La anécdota se recoge en una de las biografías del Fundador del Opus Dei. "Charlando, un día de febrero de 1960, con un grupo de hijos suyos filósofos y teólogos sobre la libertad como aventajada del conocimiento, les sorprende con esta reflexión: - Siempre el corazón va más allá que la inteligencia. La inteligencia va detrás. Y dirá alguno de los filósofos: ¿y eso de que nihil volitum nisi praecognitum, "nada se quiere, si antes no se conoce"? ¡Pues aun con eso! Y si no, ¿queréis explicarme lo del "flechazo", con sólo un conocimiento superficial ?". Tengo para mí que es muy posible que tuviera en la cabeza al hacer aquella afirmación los múltiples "flechazos" que se recogen en las Sagradas Escrituras, y los que él mismo recibió en su "chifladura" por Jesucristo.

Tener corazón es sentir que se acelera el pulso cuando se va a llegar a casa donde se encuentra el marido o mujer y los hijos. Tener corazón es reconciliarse con el otro con un abrazo inmenso después de una "pelea épica". Tener corazón es cubrir de besos la cara exánime de la esposa anciana que se muere a chorro. Tener corazón es esperar al hijo que llega a altas horas de la noche, sin proferir una queja, aunque al día siguiente se le haga ver el desorden que supone.

La grandeza de corazón no va unida a determinados temperamentos o a épocas de la vida -como la juventud- especialmente proclives. Con la técnica de los grandes deportistas, el corazón se dilata ejercitándolo: estando alerta para descubrir mil ocasiones de la vida ordinaria. Puede resultar duro el esfuerzo, como en el estadio, pero hay una compensación sobreañadida de felicidad al entregarnos.

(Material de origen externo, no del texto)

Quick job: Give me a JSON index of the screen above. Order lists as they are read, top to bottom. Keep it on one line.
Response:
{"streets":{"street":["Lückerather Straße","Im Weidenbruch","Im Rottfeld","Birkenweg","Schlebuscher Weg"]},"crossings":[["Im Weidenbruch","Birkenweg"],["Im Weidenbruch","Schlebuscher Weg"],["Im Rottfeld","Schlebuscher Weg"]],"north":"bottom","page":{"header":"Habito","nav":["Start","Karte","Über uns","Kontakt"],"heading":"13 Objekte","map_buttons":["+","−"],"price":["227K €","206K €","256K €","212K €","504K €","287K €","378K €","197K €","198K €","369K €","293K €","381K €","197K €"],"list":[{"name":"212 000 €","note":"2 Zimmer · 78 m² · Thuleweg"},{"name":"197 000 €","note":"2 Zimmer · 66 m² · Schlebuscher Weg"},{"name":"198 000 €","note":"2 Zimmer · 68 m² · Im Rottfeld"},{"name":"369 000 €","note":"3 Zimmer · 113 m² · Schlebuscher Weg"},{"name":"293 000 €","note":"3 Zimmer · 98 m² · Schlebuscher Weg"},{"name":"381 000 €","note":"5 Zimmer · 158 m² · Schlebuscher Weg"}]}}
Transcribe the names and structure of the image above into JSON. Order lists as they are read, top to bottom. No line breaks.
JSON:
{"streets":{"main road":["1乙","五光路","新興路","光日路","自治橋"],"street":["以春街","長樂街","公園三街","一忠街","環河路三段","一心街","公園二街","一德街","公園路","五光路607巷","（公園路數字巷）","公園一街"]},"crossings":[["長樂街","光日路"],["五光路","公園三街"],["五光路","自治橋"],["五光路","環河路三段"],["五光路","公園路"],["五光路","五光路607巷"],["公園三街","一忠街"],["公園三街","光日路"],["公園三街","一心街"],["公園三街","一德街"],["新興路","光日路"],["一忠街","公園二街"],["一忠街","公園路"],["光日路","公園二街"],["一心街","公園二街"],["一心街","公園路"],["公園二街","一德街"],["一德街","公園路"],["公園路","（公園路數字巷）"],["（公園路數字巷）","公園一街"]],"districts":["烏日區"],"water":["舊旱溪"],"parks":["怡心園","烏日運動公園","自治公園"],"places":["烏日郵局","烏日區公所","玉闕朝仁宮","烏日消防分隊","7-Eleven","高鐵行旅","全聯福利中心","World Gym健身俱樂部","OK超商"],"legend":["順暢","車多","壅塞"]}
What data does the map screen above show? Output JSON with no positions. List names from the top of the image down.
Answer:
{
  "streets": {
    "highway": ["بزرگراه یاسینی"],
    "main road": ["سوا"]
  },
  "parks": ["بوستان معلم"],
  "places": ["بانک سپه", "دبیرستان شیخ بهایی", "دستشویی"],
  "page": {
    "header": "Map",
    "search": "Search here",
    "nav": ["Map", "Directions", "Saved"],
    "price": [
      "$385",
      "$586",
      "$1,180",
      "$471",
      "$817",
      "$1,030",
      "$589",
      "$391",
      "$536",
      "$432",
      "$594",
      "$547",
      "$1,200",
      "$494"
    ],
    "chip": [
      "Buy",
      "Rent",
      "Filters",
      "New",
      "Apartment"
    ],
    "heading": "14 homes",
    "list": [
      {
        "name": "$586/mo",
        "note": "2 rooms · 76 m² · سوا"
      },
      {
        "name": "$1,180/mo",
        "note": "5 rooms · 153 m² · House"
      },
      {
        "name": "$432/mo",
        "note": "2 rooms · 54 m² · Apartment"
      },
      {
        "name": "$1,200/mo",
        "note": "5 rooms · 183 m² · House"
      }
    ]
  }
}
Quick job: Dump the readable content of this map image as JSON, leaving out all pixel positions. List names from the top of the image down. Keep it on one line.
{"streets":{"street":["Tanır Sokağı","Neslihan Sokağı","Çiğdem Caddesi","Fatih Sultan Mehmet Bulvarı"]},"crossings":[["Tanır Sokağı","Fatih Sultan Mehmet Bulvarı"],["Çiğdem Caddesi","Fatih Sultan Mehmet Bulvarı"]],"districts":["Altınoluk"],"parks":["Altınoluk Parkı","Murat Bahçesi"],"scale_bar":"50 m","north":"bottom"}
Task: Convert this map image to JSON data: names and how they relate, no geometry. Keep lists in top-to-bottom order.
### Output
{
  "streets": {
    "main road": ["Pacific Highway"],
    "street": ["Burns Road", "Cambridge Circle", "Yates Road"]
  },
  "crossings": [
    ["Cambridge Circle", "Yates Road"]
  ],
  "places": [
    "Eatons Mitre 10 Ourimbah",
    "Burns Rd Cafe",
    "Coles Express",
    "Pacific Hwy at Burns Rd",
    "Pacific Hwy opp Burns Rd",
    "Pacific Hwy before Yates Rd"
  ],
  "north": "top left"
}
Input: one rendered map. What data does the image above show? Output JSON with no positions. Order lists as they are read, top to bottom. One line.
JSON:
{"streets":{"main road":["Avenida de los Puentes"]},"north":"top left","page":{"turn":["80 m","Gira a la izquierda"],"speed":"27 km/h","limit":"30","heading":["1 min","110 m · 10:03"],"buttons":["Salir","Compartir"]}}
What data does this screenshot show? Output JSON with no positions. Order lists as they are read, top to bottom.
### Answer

Hay dos manifestaciones concretas de la grandeza de corazón, una de ellas es que nos hace menos "puntillosos", con toda la desazón que comporta esa susceptibilidad. San Josemaría lo recoge así: Si tuvieras un corazón grande y algo más de sinceridad, no te detendrías a mortificar, ni te sentirías mortificado..., por detallitos. La otra es la gratitud: un corazón magnánimo es agradecido y cada muestra de agradecimiento es bálsamo que suaviza la convivencia. Hay que aprender a agradecer una mirada de comprensión y cariño, el silencio ante la acusación precipitada, o la disponibilidad para satisfacer un capricho.

Corazón grande para llegar con igual vitalidad a los miembros más próximos y más alejados, para que el pulso alimente con fuerza esas manos que Dios necesita para hacerse presente en la tierra. Porque uno de los privilegios de un cristiano es poder dar más de lo que tiene: el amor de Dios.

Hay que dedicar tiempo para desentrañar, en la presencia de Dios, esa chispa de amor divino que es el amor humano: mirarlo en sus múltiples aspectos, concluir en propósitos concretos. Es una labor que no se agota en el discurrir de los años sino que se torna más perentoria: cada día se desea más. La presión ambiental es tan fuerte que, o sobrenaturalizamos nuestros amores o se nos desmigajan entre las manos. Tenemos la seguridad de conocer el camino. Nos falta recorrerlo para iluminar muchas sendas todavía oscuras porque nadie les ha aportado el testimonio vivo de la luz. Es el secreto de un cristianismo realmente vital, que no tiene motivos para temer el futuro, porque vuelve continuamente a las fuentes y se regenera en ellas.